Récépissé N° 0010 / HAAC / 12-2020 / pl / P

L’aquaponie au service de l’autosuffisance : le pari audacieux de deux chercheuses togolaises

Récemment distinguée lors du Forum Blue Invest à Lomé, l’entreprise portée par le Dr Ahama Kplolali et Kokoevi Agbevenou-Dovi développe une technologie novatrice. Ce système associe l’élevage de poissons et la culture de végétaux en circuit fermé. L’objectif des deux promotrices est désormais de déployer une exploitation commerciale de 3 000 m² au cœur de la capitale.

Tout commence en 2020, lorsqu’une sécheresse imprévue ravage les plantations de tomates de la famille Ahama, à Noépé. Face à ce sinistre, le père de la future entrepreneure l’exhorte à concevoir une méthode culturale affranchie des caprices du ciel. Le Dr Ahama Kplolali, experte en biotechnologie végétale, s’oriente alors vers les solutions hors-sol. Ses recherches la conduisent à l’aquaponie, une technique encore méconnue sous nos cieux. Pour relever ce défi, elle s’associe à Kokoevi Agbevenou-Dovi, une ancienne camarade de l’Université de Lomé spécialisée en microbiologie. Ensemble, les deux scientifiques consacrent 3 ans à étudier cet écosystème complexe avant de lancer leur premier prototype.

Une technologie durable et circulaire

Le concept repose sur un équilibre biologique simple mais rigoureux. Dans ce circuit fermé, l’eau chargée de déjections de poissons est acheminée vers les plantes. Ces dernières absorbent les nutriments pour leur croissance, agissant ainsi comme un filtre naturel. L’eau purifiée retourne ensuite vers les bassins piscicoles, permettant une économie de ressource estimée à 90 % par rapport à l’agriculture classique.
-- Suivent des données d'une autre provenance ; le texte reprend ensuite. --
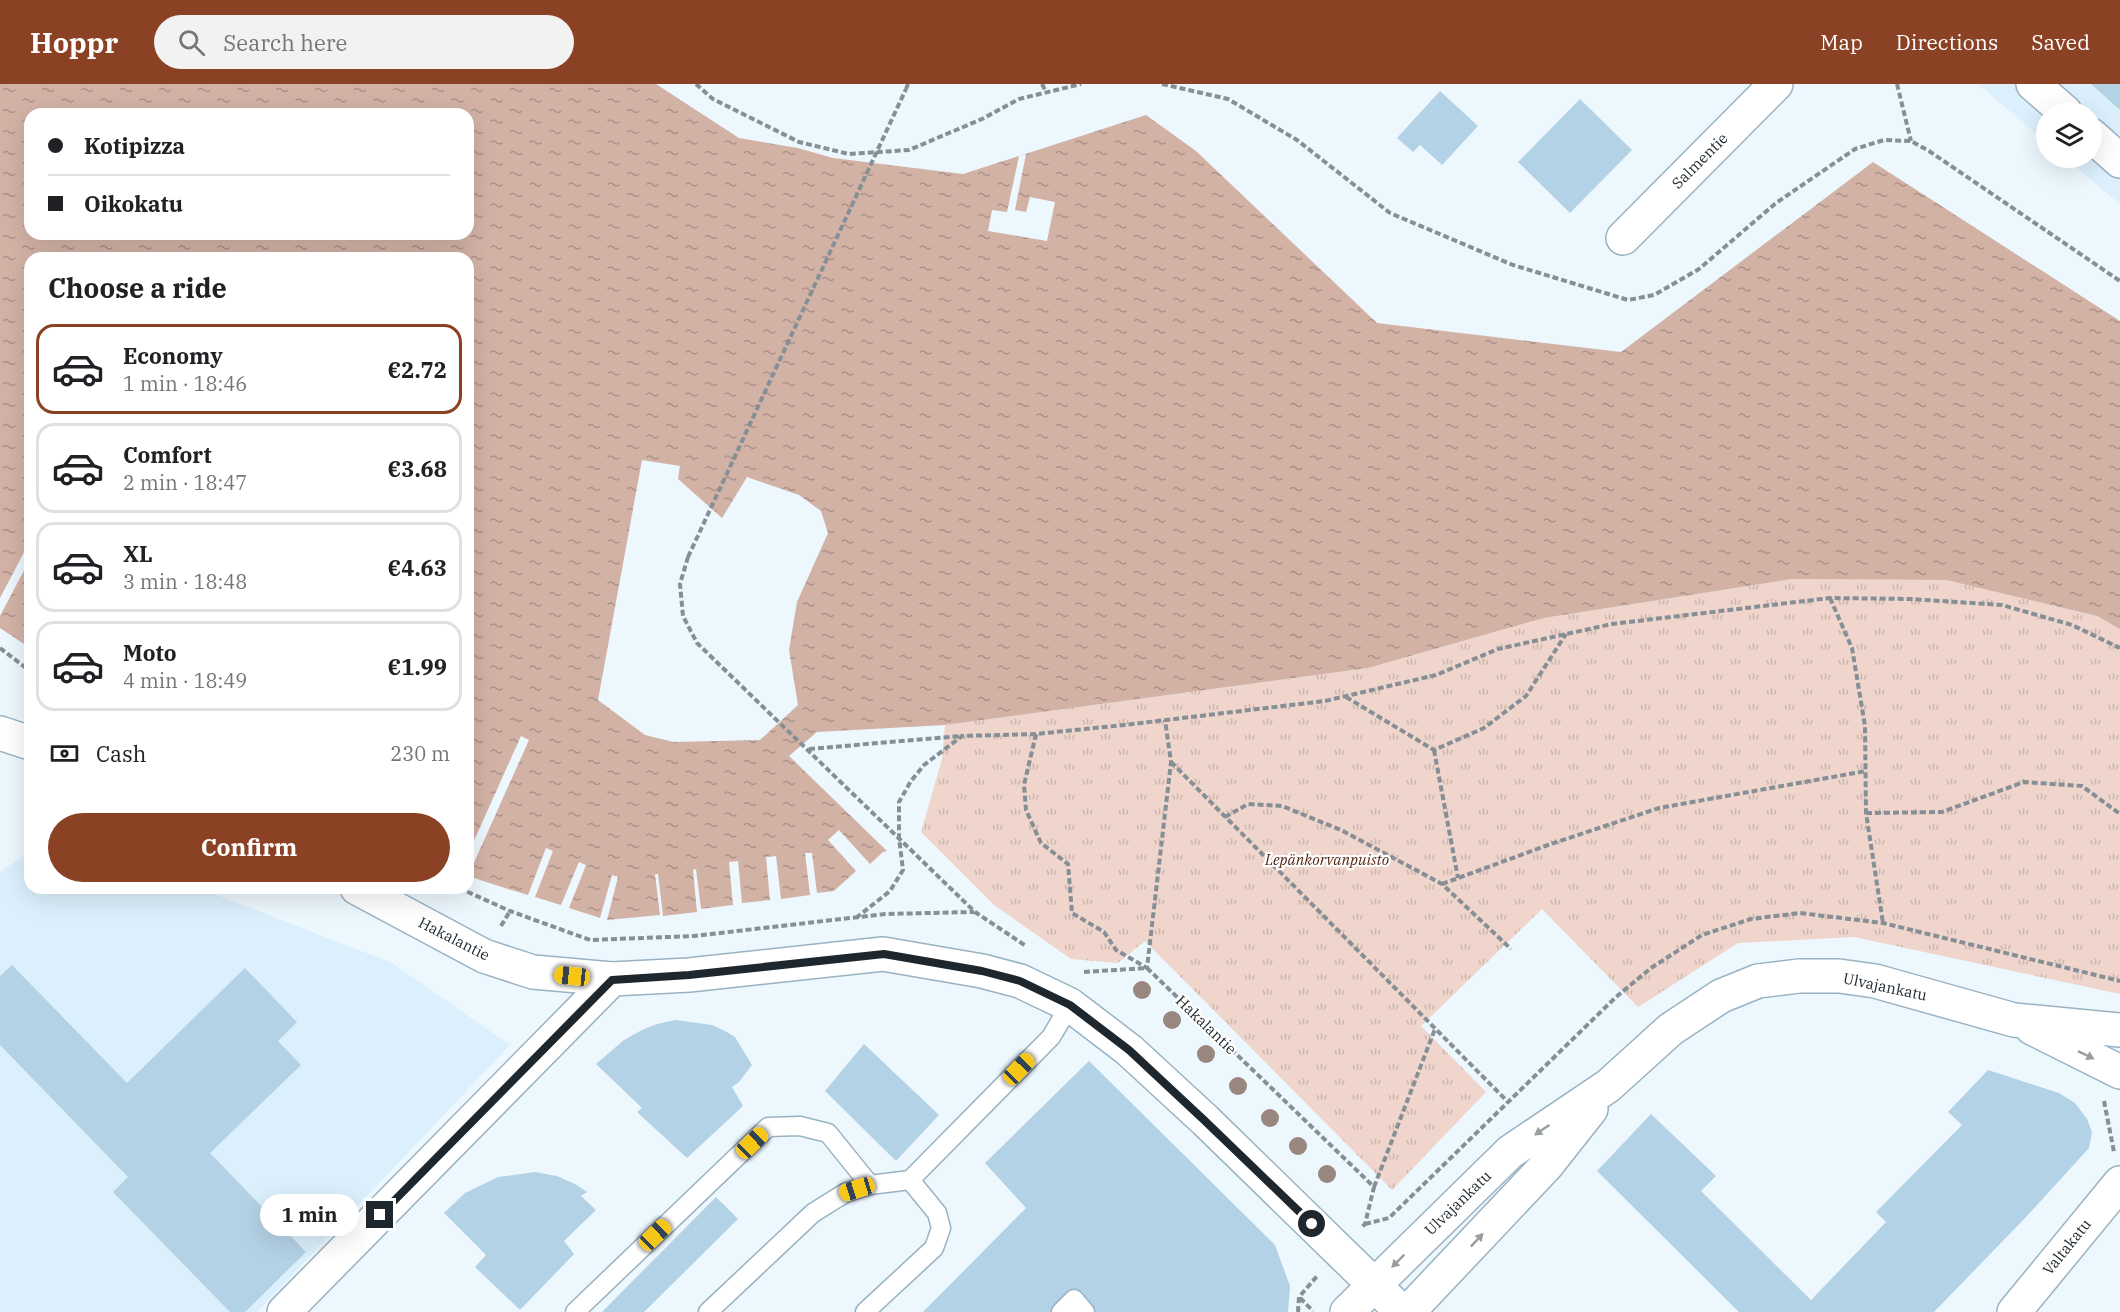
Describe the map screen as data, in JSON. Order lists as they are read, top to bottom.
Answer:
{
  "streets": {
    "street": [
      "Salmentie",
      "Hakalantie",
      "Ulvajankatu",
      "Valtakatu"
    ]
  },
  "crossings": [
    ["Hakalantie", "Ulvajankatu"]
  ],
  "parks": ["Lepänkorvanpuisto"],
  "page": {
    "header": "Hoppr",
    "search": "Search here",
    "nav": ["Map", "Directions", "Saved"],
    "banner": ["Kotipizza", "Oikokatu"],
    "heading": "Choose a ride",
    "list": [
      {
        "name": "Economy",
        "note": "1 min · 18:46",
        "value": "€2.72"
      },
      {
        "name": "Comfort",
        "note": "2 min · 18:47",
        "value": "€3.68"
      },
      {
        "name": "XL",
        "note": "3 min · 18:48",
        "value": "€4.63"
      },
      {
        "name": "Moto",
        "note": "4 min · 18:49",
        "value": "€1.99"
      }
    ],
    "pay": ["Cash", "230 m"],
    "buttons": "Confirm",
    "bubble": "1 min"
  }
}
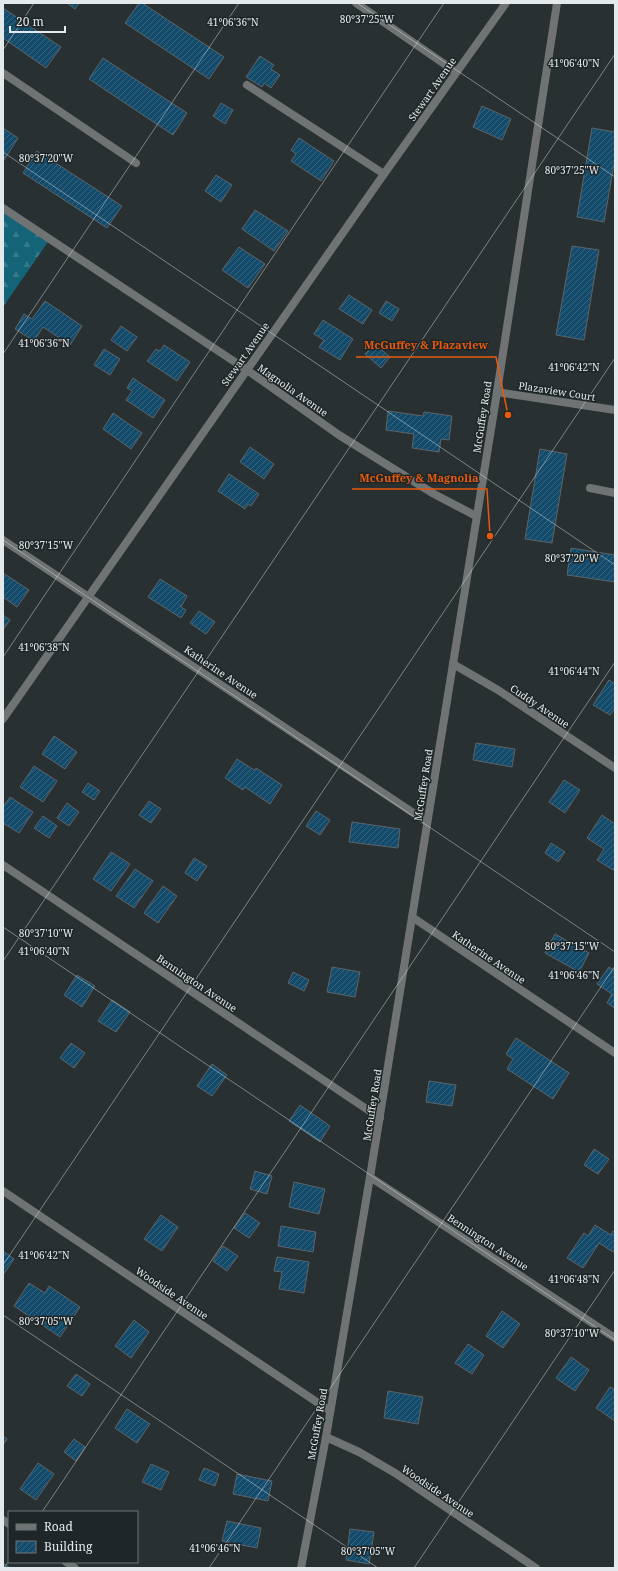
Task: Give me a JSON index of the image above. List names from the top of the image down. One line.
{"streets":{"street":["Stewart Avenue","Magnolia Avenue","Plazaview Court","McGuffey Road","Katherine Avenue","Cuddy Avenue","Bennington Avenue","Woodside Avenue"]},"crossings":[["Stewart Avenue","Magnolia Avenue"],["Stewart Avenue","Katherine Avenue"],["Magnolia Avenue","McGuffey Road"],["Plazaview Court","McGuffey Road"],["McGuffey Road","Katherine Avenue"],["McGuffey Road","Cuddy Avenue"],["McGuffey Road","Bennington Avenue"],["McGuffey Road","Woodside Avenue"]],"places":["McGuffey & Plazaview","McGuffey & Magnolia"],"legend":["Road","Building"],"scale_bar":"20 m","coordinates":["80°37'25\"W","41°06'36\"N","41°06'40\"N","80°37'20\"W","41°06'42\"N","80°37'15\"W","41°06'38\"N","41°06'44\"N","80°37'10\"W","41°06'46\"N","41°06'48\"N","80°37'05\"W"]}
En novembre 2023, Aquaponie du Togo inaugure son installation pilote à Adidogomé-Yokoe, sur une surface de 40 m². Le projet a vu le jour grâce aux économies des fondatrices et au soutien de partenaires comme l’Organisation non gouvernementale Kynarou.

Les deux chercheuses

En octobre 2025, l’initiative franchit une étape majeure lors du Forum Blue Invest, organisé par l’Union européenne (UE). Le projet se distingue dans la catégorie aquaculture en remportant le prix du meilleur pitch. Pour le Dr Ahama Kplolali, cette distinction confirme le sérieux de leur démarche et renforce la crédibilité du secteur agritech togolais. Cette réussite attire désormais l’attention des autorités, notamment du ministère de l’Agriculture. Toutefois, le passage à l’échelle industrielle nécessite des soutiens financiers et structurels plus importants. Les deux femmes entrepreneures espèrent que ce succès facilitera l’obtention de partenariats pour leur future ferme de 3 000 m².

Surmonter les barrières structurelles et foncières

Malgré l’enthousiasme suscité, plusieurs obstacles freinent encore cette expansion. Le financement demeure le défi majeur pour acquérir les infrastructures nécessaires, comme les serres et les systèmes de filtration. De plus, la pression immobilière à Lomé rend l’accès au foncier urbain particulièrement complexe pour une exploitation de cette envergure.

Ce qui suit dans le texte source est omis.